[Buildroot] [PATCH 3/3] support/download/git: do not use git clone

Arnout Vandecappelle arnout at mind.be
Sun Nov 6 01:19:38 UTC 2016



On 01-11-16 20:33, Ricardo Martincoski wrote:
> The logic of the script was completely rewritten based in some ideas
> discussed during the review of [1].
> 
> Always using git init + git fetch has these advantages:
> - git fetch works with all kinds of refs, while git clone supports only
>   branches and tags without the ref/heads/ and ref/tags/ prefixes;
> - a shallow fetch can be done for the head of those refs.
> 
> The remote is first asked for its references using git ls-remote saving
> the output to a file.
> This file is later on compared to the desired change set, determining if
> it is a branch, tag, special ref or sha1.
> A concern that arrives from this method is that the remote can change
> between the git ls-remote and the git fetch, but in this case, once the
> script creates a shallow fetch, the checkout does what it is expected:
> - for a named reference (branch, tag or special ref), the fetch and
>   checkout are successful using the "new" sha1 from the remote;
> - for a sha1 of a branch, the fetch fails (because the sha1 it is not
>   anymore at branch head), falling back to a successful full fetch;
> - for a sha1 of a commit pointed by a tag (that should not be changed
>   but it can be changed) the same behavior of a sha1 of a branch takes
>   place;
> - for a sha1 only accessible by a special refs, the checkout fails,
>   falling back to an unsuccessful checkout after full fetch.

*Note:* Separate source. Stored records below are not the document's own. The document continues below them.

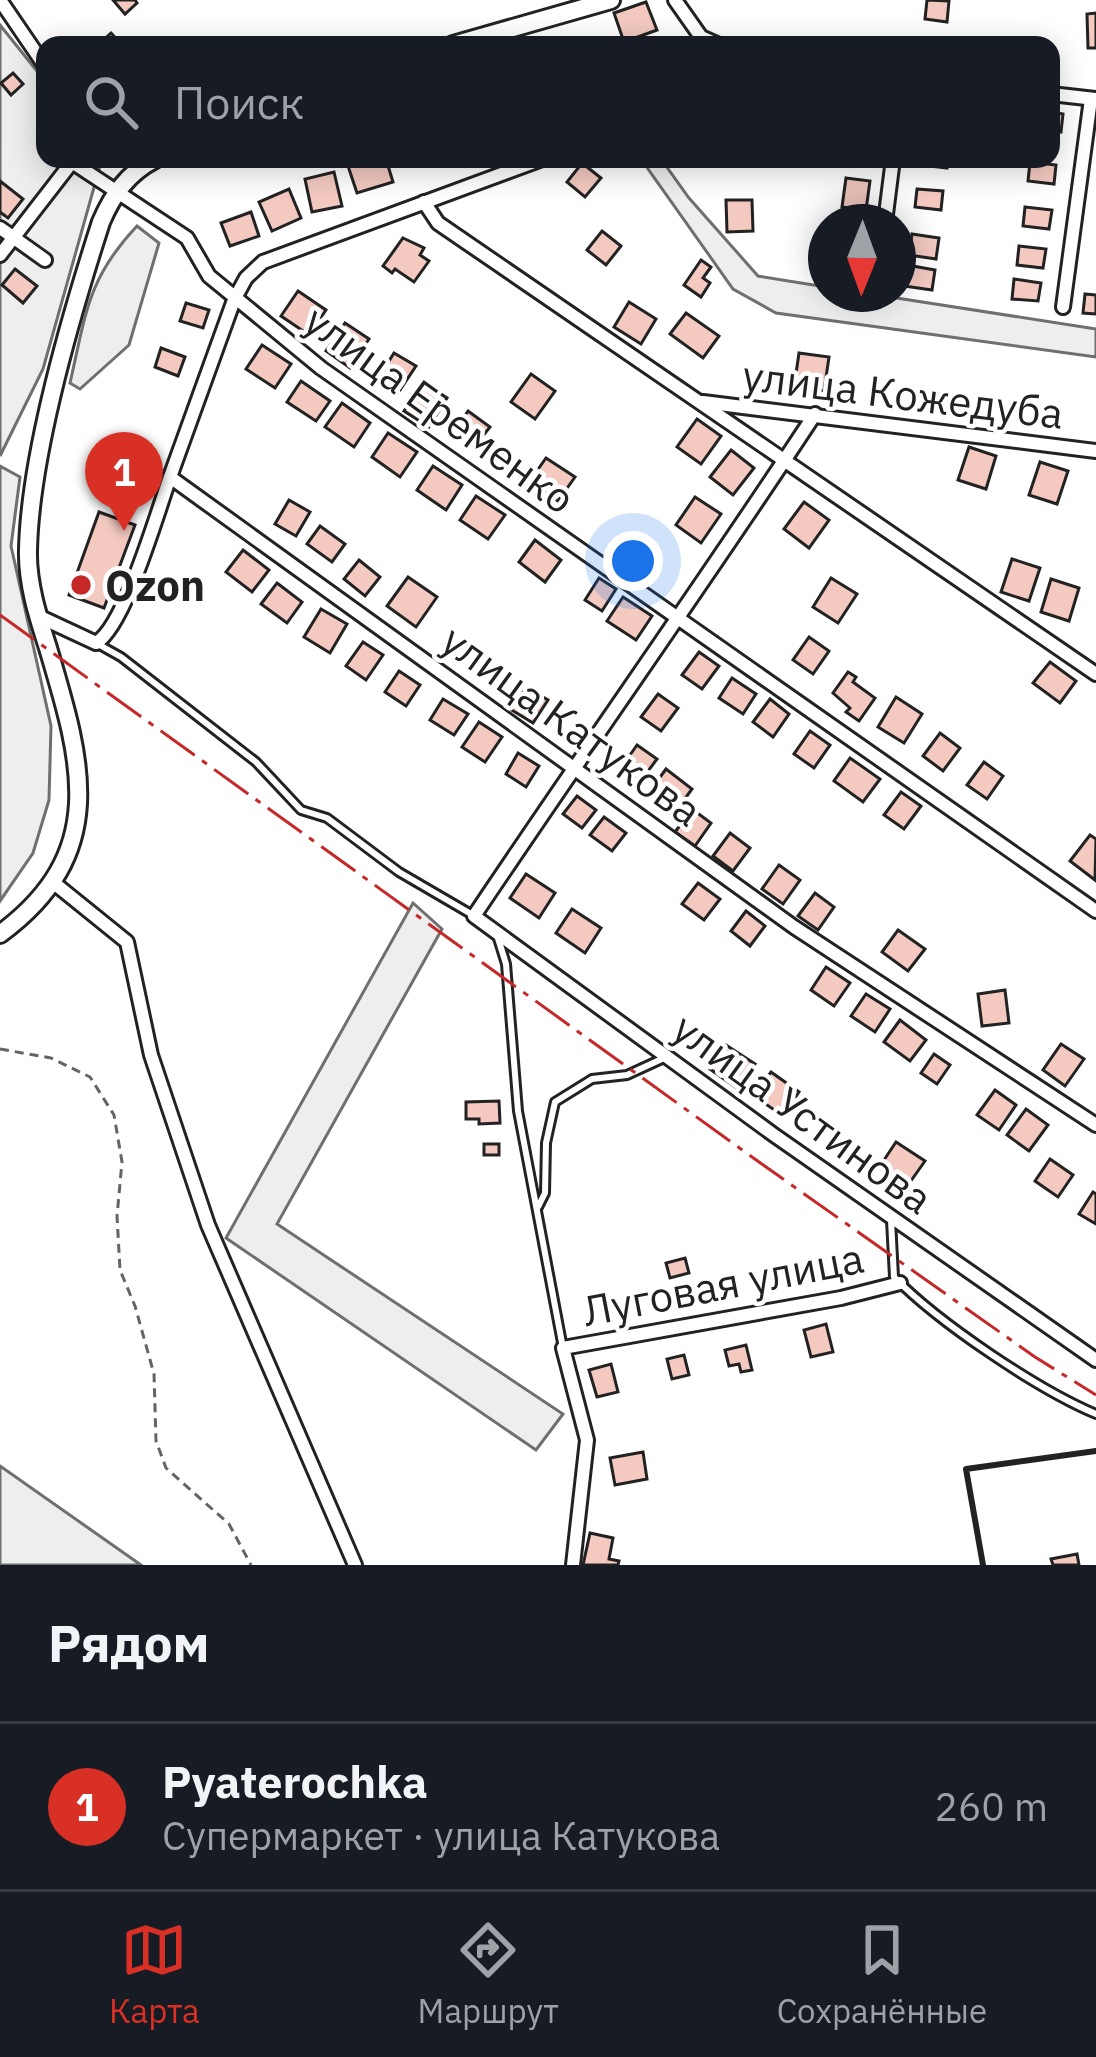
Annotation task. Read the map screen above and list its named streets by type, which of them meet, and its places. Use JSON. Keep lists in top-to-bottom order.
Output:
{
  "streets": {
    "street": [
      "улица Кожедуба",
      "улица Еременко",
      "улица Катукова",
      "улица Устинова",
      "Луговая улица"
    ]
  },
  "places": ["Ozon"],
  "north": "bottom",
  "page": {
    "search": "Поиск",
    "pins": "1",
    "heading": "Рядом",
    "list": [
      {
        "mark": "1",
        "name": "Pyaterochka",
        "note": "Супермаркет · улица Катукова",
        "value": "260 m"
      }
    ],
    "nav": ["Карта", "Маршрут", "Сохранённые"]
  }
}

This can be
>   caused only be a error from a developer.
> 
> An analytical solution is used instead of a single awk line. It makes
> each line of code simple: grep to check the entry is in the ls-remote
> output and awk to actually get the reference to use.

 Excellent commit message!

> 
> [1] http://patchwork.ozlabs.org/patch/681841/
> 
> Signed-off-by: Ricardo Martincoski <ricardo.martincoski at datacom.ind.br>

 I have a bunch of remarks below, but nothing that should stop the acceptance of
this patch. So:

Acked-by: Arnout Vandecappelle (Essensium/Mind) <arnout at mind.be>
Tested-by: Arnout Vandecappelle (Essensium/Mind) <arnout at mind.be>

 This is for next, obviously.

> ---
>  support/download/git | 91 ++++++++++++++++++++++++++++++++++------------------
>  1 file changed, 60 insertions(+), 31 deletions(-)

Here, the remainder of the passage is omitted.